L’immobilier en 2020 : une année de grands changements ?

L’ Île-des-Sœurs, 24 avril 2020, En marge de la pandémie COVID 19, l’Association professionnelle des courtiers immobiliers du Québec (APCIQ) présente aujourd’hui ses prévisions pour le développement du marché immobilier québécois d’ici fin 2020 et 2021.

Début 2020 : des chiffres au sommet, portés par la dynamique de 2019

Le marché immobilier québécois semblait lancé à pleine vitesse pour battre de nouveaux records. Selon les scénarios envisagés par l’APCIQ pour cette première année, la barre symbolique des 100 000 ventes devait être franchie, dépassant ainsi le précédent record de 97 000 transactions. Les premiers mois ont suivi ce tempo : environ 28 000 transactions ont été signées au premier trimestre, soit une progression de 18 % par rapport à 2019 à la même période.

Charles Brant, directeur de l’analyse des marchés à l’APCIQ, précise : « Cette performance n’a rien d’anodin. Elle s’inscrit dans une période de baisse continue des inscriptions dans des secteurs clés du Québec, notamment à Montréal et à Gatineau. Les conditions favorisaient clairement les vendeurs, avec un déséquilibre marqué entre l’offre et la demande. Et la chute du taux directeur de 150 points de base aurait pu soutenir l’activité en mars. »

Le choc de la crise sanitaire : le marché stoppé net

Tout a basculé à la mi-mars. L’impact économique des mesures sanitaires s’est fait sentir sans délai. Effondrement de l’activité, pertes d’emplois massives, incertitude face au COVID-19 : personne ne pouvait prédire la tournure exacte des événements. Comme le souligne l’équipe de l’APCIQ, la trajectoire du marché dépendra aussi de l’évolution de la pandémie, des éventuelles découvertes médicales et surtout des choix des autorités publiques dans les prochains mois.

Malgré ces zones d’ombre, quelques repères solides subsistent pour anticiper la suite. L’APCIQ s’appuie sur deux scénarios : une perspective de base relativement optimiste, et une vision plus sombre en cas de rebond épidémique ou de reprise économique trop lente.

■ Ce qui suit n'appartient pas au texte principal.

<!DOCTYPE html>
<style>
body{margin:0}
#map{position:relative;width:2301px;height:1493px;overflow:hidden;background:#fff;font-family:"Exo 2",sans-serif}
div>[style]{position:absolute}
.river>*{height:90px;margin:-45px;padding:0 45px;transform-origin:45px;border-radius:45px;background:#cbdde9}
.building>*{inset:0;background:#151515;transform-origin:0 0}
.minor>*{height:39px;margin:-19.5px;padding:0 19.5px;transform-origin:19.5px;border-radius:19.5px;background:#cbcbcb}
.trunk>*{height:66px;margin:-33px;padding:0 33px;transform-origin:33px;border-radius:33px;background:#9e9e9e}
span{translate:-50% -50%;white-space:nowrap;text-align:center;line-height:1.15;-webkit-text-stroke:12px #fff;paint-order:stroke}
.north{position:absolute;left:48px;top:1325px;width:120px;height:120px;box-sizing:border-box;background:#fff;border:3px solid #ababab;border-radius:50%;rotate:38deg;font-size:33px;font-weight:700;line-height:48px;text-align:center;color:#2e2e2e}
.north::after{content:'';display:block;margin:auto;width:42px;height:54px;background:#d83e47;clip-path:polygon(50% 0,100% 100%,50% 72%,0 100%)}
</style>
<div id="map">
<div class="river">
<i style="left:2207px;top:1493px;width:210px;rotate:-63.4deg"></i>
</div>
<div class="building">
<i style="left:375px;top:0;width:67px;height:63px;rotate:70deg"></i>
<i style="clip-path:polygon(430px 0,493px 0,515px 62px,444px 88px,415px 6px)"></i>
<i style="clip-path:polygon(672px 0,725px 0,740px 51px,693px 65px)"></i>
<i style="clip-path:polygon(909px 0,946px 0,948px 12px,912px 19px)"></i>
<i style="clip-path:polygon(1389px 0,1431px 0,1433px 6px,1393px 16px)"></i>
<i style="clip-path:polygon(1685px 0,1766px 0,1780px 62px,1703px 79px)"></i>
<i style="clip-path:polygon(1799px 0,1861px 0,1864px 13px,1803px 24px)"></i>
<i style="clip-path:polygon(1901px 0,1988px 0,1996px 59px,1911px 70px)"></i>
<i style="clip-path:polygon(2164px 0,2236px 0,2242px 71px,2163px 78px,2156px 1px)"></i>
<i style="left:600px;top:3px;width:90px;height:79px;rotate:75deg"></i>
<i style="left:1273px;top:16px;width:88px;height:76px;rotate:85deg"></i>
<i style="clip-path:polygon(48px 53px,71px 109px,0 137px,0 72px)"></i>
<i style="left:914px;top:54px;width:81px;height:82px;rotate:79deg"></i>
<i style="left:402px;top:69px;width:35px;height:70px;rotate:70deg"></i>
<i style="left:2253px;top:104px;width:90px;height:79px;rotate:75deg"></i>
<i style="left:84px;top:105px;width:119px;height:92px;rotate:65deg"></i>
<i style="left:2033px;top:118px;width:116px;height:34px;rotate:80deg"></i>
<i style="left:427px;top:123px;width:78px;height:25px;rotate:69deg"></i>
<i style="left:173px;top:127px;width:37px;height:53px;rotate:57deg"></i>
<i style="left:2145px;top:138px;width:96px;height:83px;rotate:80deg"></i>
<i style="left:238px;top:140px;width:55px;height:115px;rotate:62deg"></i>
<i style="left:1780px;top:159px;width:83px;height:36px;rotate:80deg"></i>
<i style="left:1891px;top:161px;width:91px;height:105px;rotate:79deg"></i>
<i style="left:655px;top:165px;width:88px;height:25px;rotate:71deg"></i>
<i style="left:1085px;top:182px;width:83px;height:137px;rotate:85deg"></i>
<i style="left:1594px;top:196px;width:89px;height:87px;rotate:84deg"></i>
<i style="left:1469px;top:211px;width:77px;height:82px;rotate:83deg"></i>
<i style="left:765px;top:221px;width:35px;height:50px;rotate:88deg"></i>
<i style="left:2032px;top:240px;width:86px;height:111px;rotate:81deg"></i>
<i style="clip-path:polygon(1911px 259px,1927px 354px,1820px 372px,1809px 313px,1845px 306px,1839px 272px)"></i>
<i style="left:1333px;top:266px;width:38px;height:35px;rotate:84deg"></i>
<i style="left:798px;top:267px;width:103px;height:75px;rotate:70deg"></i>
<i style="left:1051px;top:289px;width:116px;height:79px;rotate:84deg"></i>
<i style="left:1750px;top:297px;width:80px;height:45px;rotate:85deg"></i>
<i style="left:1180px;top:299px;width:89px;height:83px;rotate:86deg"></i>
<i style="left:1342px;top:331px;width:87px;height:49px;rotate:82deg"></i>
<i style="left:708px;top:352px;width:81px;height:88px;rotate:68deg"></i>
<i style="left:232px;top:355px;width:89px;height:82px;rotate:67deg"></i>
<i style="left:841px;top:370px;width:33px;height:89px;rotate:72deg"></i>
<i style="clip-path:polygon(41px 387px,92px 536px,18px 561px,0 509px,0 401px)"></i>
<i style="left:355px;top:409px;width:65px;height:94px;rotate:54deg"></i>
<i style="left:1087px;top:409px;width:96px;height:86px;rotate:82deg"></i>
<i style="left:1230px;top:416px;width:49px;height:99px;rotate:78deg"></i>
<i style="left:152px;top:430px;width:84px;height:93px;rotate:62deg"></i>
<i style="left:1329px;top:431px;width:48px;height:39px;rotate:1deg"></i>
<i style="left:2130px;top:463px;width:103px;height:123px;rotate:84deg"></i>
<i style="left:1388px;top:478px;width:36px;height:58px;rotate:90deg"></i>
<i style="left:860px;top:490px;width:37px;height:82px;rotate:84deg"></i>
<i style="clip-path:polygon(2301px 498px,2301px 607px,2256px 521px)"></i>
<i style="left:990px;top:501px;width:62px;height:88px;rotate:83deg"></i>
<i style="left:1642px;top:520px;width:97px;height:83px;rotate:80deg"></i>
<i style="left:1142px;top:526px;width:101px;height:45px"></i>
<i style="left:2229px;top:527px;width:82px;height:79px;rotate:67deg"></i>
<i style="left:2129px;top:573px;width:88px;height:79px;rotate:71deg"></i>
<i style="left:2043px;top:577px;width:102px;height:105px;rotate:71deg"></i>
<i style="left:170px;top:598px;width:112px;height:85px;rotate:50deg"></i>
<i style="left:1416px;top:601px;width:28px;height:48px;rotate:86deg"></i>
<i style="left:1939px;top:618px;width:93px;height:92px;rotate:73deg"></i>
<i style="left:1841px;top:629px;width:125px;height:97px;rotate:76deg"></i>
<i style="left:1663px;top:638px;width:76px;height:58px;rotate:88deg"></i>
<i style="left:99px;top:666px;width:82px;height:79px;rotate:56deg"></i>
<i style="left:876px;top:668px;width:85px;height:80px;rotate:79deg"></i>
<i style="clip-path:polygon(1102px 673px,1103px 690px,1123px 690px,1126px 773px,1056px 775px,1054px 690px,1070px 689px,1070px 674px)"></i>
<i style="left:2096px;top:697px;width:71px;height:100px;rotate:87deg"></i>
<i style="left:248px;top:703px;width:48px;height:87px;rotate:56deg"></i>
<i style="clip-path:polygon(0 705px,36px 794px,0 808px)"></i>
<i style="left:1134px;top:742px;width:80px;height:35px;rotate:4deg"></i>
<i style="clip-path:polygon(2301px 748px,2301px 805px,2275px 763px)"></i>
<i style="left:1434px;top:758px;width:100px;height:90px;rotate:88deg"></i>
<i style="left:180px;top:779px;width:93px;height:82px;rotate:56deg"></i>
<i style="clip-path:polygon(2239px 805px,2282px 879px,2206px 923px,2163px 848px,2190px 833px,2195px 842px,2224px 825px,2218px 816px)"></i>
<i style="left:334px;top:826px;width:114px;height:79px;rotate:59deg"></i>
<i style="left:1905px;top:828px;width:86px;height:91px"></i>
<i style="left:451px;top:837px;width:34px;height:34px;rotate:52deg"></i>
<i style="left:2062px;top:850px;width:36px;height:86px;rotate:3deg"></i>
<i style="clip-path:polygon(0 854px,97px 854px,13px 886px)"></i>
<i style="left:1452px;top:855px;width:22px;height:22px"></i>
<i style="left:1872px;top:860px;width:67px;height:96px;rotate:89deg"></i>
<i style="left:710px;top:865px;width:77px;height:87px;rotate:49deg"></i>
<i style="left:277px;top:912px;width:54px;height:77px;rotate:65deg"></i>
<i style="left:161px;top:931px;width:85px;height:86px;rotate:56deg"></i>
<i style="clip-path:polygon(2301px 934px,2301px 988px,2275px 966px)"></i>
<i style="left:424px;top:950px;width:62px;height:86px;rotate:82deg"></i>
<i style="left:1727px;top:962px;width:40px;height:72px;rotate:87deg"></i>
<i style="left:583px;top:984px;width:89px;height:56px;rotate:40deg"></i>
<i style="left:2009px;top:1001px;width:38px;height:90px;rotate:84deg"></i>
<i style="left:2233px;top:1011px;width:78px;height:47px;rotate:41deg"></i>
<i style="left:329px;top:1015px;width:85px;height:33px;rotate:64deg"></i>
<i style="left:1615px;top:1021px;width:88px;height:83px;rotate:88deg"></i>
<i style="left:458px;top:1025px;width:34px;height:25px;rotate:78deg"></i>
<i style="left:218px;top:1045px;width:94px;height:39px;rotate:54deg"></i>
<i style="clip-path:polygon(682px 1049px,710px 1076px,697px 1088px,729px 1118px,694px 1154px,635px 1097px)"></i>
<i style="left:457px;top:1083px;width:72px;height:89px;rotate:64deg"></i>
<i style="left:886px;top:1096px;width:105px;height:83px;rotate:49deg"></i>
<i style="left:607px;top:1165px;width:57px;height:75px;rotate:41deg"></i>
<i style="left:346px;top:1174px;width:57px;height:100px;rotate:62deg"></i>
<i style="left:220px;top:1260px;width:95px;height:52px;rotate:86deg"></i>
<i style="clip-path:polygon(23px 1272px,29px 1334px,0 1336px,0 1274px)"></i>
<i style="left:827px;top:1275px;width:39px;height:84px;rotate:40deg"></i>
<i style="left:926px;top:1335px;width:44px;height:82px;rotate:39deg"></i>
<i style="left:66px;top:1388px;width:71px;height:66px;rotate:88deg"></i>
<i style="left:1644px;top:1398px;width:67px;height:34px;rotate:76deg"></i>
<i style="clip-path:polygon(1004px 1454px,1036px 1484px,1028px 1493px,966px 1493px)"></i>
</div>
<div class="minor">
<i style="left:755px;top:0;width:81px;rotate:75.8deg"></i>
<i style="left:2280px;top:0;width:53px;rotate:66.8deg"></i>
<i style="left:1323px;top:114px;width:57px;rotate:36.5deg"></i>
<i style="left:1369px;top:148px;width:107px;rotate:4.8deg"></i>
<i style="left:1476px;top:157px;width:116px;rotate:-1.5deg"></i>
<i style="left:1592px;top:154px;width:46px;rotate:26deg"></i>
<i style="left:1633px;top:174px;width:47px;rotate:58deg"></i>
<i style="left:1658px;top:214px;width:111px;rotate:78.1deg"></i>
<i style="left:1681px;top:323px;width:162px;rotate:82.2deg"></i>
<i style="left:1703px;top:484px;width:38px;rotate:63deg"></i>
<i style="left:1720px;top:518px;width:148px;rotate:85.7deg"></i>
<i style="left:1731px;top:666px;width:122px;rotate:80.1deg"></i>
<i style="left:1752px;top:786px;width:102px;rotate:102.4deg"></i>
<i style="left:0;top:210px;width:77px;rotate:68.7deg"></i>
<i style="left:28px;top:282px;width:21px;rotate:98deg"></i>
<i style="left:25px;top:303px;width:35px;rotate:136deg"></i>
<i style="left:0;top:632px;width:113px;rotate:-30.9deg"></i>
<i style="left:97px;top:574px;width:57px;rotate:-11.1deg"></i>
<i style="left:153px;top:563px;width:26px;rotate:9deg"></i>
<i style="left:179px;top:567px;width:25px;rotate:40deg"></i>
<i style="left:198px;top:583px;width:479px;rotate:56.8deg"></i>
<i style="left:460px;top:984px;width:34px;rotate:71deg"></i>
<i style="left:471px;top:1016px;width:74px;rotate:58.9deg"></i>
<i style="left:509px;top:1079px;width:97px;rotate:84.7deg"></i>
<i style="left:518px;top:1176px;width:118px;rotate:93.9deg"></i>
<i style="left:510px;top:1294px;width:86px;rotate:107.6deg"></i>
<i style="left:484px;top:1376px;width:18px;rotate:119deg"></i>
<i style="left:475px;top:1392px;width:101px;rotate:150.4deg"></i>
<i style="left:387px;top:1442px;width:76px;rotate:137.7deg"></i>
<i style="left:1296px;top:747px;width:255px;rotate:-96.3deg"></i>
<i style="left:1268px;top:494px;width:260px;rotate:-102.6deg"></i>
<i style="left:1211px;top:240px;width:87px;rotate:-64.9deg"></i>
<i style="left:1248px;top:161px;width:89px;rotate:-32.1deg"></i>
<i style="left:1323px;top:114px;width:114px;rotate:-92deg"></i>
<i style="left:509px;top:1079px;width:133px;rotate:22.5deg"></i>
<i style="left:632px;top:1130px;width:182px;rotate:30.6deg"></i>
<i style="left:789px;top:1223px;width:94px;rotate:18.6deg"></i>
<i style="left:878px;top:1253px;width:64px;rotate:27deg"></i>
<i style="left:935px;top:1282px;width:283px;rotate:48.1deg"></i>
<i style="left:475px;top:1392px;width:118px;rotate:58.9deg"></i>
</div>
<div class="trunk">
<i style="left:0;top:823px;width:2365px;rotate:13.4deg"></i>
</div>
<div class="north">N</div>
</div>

Prévisions 2020-2021 : des conditions favorables pour ceux qui sauront attendre

Ce printemps, la paralysie de l’économie et le coup d’arrêt imposé à la profession immobilière se traduiront par une chute historique : le deuxième trimestre pourrait afficher près de 60 % de ventes en moins par rapport à l’an dernier. Cette dégringolade s’accompagnera d’une baisse équivalente des nouvelles inscriptions, la prudence des vendeurs poussant beaucoup de biens hors du marché. Résultat : une stabilité des prix attendue pour cette période, portée par ce « gel » du marché.

La réouverture partielle et progressive des activités économiques révélera alors l’ampleur réelle des dommages. Si la reprise tarde, la relance du marché sera plus timide, comme l’envisage le scénario pessimiste.

Suivant le scénario de base, la reprise devrait s’opérer dans un contexte difficile. Plusieurs institutions financières prévoient un taux de chômage dépassant 10 % au Québec au printemps. Les ménages et secteurs les plus fragiles seront les premiers touchés : pour beaucoup, l’espoir d’acheter un logement devra être remis à plus tard.

Charles Brant l’affirme : « Une part importante des primo-accédants affectés par la crise, malgré des mesures gouvernementales exceptionnelles, devront repousser leur projet d’achat, ou différer leur première transaction immobilière, surtout dans les secteurs où les prix sont les plus élevés et les emplois les plus exposés. Cette situation pourrait accentuer les tensions sur le marché locatif. À la fin des reports de paiement hypothécaire accordés en période de crise, on pourrait aussi observer une hausse temporaire des nouvelles inscriptions. »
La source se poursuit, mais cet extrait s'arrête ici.